**Task to complete**
Each line below should be restated word for word.

**Information supplied**
========================

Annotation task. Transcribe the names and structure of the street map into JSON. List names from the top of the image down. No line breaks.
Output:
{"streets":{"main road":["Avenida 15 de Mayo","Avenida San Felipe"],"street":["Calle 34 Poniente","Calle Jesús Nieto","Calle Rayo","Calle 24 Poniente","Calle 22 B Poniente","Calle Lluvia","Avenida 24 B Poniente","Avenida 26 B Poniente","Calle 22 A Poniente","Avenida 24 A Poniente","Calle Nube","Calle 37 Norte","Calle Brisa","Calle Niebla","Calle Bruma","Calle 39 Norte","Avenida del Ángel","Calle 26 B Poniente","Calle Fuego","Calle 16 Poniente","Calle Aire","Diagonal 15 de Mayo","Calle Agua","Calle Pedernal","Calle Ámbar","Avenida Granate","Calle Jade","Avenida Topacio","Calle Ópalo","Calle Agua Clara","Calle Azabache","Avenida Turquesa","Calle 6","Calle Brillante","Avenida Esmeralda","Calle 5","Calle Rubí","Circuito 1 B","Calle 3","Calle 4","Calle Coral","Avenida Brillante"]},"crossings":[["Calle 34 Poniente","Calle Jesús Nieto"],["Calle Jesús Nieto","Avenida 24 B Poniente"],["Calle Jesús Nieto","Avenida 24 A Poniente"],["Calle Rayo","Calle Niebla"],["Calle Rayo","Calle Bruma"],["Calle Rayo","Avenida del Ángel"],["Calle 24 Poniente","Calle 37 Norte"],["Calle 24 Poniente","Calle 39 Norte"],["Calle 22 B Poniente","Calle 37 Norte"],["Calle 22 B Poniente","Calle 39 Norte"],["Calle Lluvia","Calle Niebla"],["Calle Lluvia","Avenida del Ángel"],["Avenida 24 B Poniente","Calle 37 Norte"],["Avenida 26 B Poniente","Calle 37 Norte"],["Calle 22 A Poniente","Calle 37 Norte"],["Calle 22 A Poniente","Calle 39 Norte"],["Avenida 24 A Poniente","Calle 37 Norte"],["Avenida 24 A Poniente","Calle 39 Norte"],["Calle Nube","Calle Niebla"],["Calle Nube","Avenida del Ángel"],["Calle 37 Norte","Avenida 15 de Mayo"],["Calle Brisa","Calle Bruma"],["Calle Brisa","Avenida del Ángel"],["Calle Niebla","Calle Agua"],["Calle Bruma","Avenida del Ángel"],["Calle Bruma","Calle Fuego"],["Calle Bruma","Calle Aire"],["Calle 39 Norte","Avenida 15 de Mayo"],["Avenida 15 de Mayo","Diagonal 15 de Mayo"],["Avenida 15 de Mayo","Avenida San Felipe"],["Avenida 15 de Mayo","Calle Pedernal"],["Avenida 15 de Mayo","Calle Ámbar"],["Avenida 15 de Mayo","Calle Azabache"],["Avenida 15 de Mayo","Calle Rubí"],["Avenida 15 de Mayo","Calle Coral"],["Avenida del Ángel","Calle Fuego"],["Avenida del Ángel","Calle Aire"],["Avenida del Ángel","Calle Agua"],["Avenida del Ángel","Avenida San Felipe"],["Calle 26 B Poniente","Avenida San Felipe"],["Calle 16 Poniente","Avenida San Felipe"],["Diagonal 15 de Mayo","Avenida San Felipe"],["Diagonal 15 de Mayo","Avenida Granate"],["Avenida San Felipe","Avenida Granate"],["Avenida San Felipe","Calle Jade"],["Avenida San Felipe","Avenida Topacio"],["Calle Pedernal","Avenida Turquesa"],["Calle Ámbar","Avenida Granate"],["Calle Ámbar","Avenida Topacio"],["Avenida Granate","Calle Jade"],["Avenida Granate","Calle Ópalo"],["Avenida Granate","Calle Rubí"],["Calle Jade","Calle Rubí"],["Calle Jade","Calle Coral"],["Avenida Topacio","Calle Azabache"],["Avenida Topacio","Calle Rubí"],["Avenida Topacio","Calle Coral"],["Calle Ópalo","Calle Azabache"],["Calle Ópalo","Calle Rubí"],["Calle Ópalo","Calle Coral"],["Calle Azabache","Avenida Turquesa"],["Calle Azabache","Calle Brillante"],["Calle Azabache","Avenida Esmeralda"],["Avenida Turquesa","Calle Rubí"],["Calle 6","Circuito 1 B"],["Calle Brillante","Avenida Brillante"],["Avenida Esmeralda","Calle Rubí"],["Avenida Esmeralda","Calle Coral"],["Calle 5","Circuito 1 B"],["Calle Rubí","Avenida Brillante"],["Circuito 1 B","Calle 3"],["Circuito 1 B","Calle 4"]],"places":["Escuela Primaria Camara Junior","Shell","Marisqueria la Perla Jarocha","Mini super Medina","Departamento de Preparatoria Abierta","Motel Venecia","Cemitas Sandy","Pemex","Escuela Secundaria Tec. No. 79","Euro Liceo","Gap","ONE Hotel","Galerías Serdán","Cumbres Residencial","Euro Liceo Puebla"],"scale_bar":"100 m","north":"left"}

========================

**Problem solution**
Annotation task. Transcribe the names and structure of the street map into JSON. List names from the top of the image down. No line breaks.
Output:
{"streets":{"main road":["Avenida 15 de Mayo","Avenida San Felipe"],"street":["Calle 34 Poniente","Calle Jesús Nieto","Calle Rayo","Calle 24 Poniente","Calle 22 B Poniente","Calle Lluvia","Avenida 24 B Poniente","Avenida 26 B Poniente","Calle 22 A Poniente","Avenida 24 A Poniente","Calle Nube","Calle 37 Norte","Calle Brisa","Calle Niebla","Calle Bruma","Calle 39 Norte","Avenida del Ángel","Calle 26 B Poniente","Calle Fuego","Calle 16 Poniente","Calle Aire","Diagonal 15 de Mayo","Calle Agua","Calle Pedernal","Calle Ámbar","Avenida Granate","Calle Jade","Avenida Topacio","Calle Ópalo","Calle Agua Clara","Calle Azabache","Avenida Turquesa","Calle 6","Calle Brillante","Avenida Esmeralda","Calle 5","Calle Rubí","Circuito 1 B","Calle 3","Calle 4","Calle Coral","Avenida Brillante"]},"crossings":[["Calle 34 Poniente","Calle Jesús Nieto"],["Calle Jesús Nieto","Avenida 24 B Poniente"],["Calle Jesús Nieto","Avenida 24 A Poniente"],["Calle Rayo","Calle Niebla"],["Calle Rayo","Calle Bruma"],["Calle Rayo","Avenida del Ángel"],["Calle 24 Poniente","Calle 37 Norte"],["Calle 24 Poniente","Calle 39 Norte"],["Calle 22 B Poniente","Calle 37 Norte"],["Calle 22 B Poniente","Calle 39 Norte"],["Calle Lluvia","Calle Niebla"],["Calle Lluvia","Avenida del Ángel"],["Avenida 24 B Poniente","Calle 37 Norte"],["Avenida 26 B Poniente","Calle 37 Norte"],["Calle 22 A Poniente","Calle 37 Norte"],["Calle 22 A Poniente","Calle 39 Norte"],["Avenida 24 A Poniente","Calle 37 Norte"],["Avenida 24 A Poniente","Calle 39 Norte"],["Calle Nube","Calle Niebla"],["Calle Nube","Avenida del Ángel"],["Calle 37 Norte","Avenida 15 de Mayo"],["Calle Brisa","Calle Bruma"],["Calle Brisa","Avenida del Ángel"],["Calle Niebla","Calle Agua"],["Calle Bruma","Avenida del Ángel"],["Calle Bruma","Calle Fuego"],["Calle Bruma","Calle Aire"],["Calle 39 Norte","Avenida 15 de Mayo"],["Avenida 15 de Mayo","Diagonal 15 de Mayo"],["Avenida 15 de Mayo","Avenida San Felipe"],["Avenida 15 de Mayo","Calle Pedernal"],["Avenida 15 de Mayo","Calle Ámbar"],["Avenida 15 de Mayo","Calle Azabache"],["Avenida 15 de Mayo","Calle Rubí"],["Avenida 15 de Mayo","Calle Coral"],["Avenida del Ángel","Calle Fuego"],["Avenida del Ángel","Calle Aire"],["Avenida del Ángel","Calle Agua"],["Avenida del Ángel","Avenida San Felipe"],["Calle 26 B Poniente","Avenida San Felipe"],["Calle 16 Poniente","Avenida San Felipe"],["Diagonal 15 de Mayo","Avenida San Felipe"],["Diagonal 15 de Mayo","Avenida Granate"],["Avenida San Felipe","Avenida Granate"],["Avenida San Felipe","Calle Jade"],["Avenida San Felipe","Avenida Topacio"],["Calle Pedernal","Avenida Turquesa"],["Calle Ámbar","Avenida Granate"],["Calle Ámbar","Avenida Topacio"],["Avenida Granate","Calle Jade"],["Avenida Granate","Calle Ópalo"],["Avenida Granate","Calle Rubí"],["Calle Jade","Calle Rubí"],["Calle Jade","Calle Coral"],["Avenida Topacio","Calle Azabache"],["Avenida Topacio","Calle Rubí"],["Avenida Topacio","Calle Coral"],["Calle Ópalo","Calle Azabache"],["Calle Ópalo","Calle Rubí"],["Calle Ópalo","Calle Coral"],["Calle Azabache","Avenida Turquesa"],["Calle Azabache","Calle Brillante"],["Calle Azabache","Avenida Esmeralda"],["Avenida Turquesa","Calle Rubí"],["Calle 6","Circuito 1 B"],["Calle Brillante","Avenida Brillante"],["Avenida Esmeralda","Calle Rubí"],["Avenida Esmeralda","Calle Coral"],["Calle 5","Circuito 1 B"],["Calle Rubí","Avenida Brillante"],["Circuito 1 B","Calle 3"],["Circuito 1 B","Calle 4"]],"places":["Escuela Primaria Camara Junior","Shell","Marisqueria la Perla Jarocha","Mini super Medina","Departamento de Preparatoria Abierta","Motel Venecia","Cemitas Sandy","Pemex","Escuela Secundaria Tec. No. 79","Euro Liceo","Gap","ONE Hotel","Galerías Serdán","Cumbres Residencial","Euro Liceo Puebla"],"scale_bar":"100 m","north":"left"}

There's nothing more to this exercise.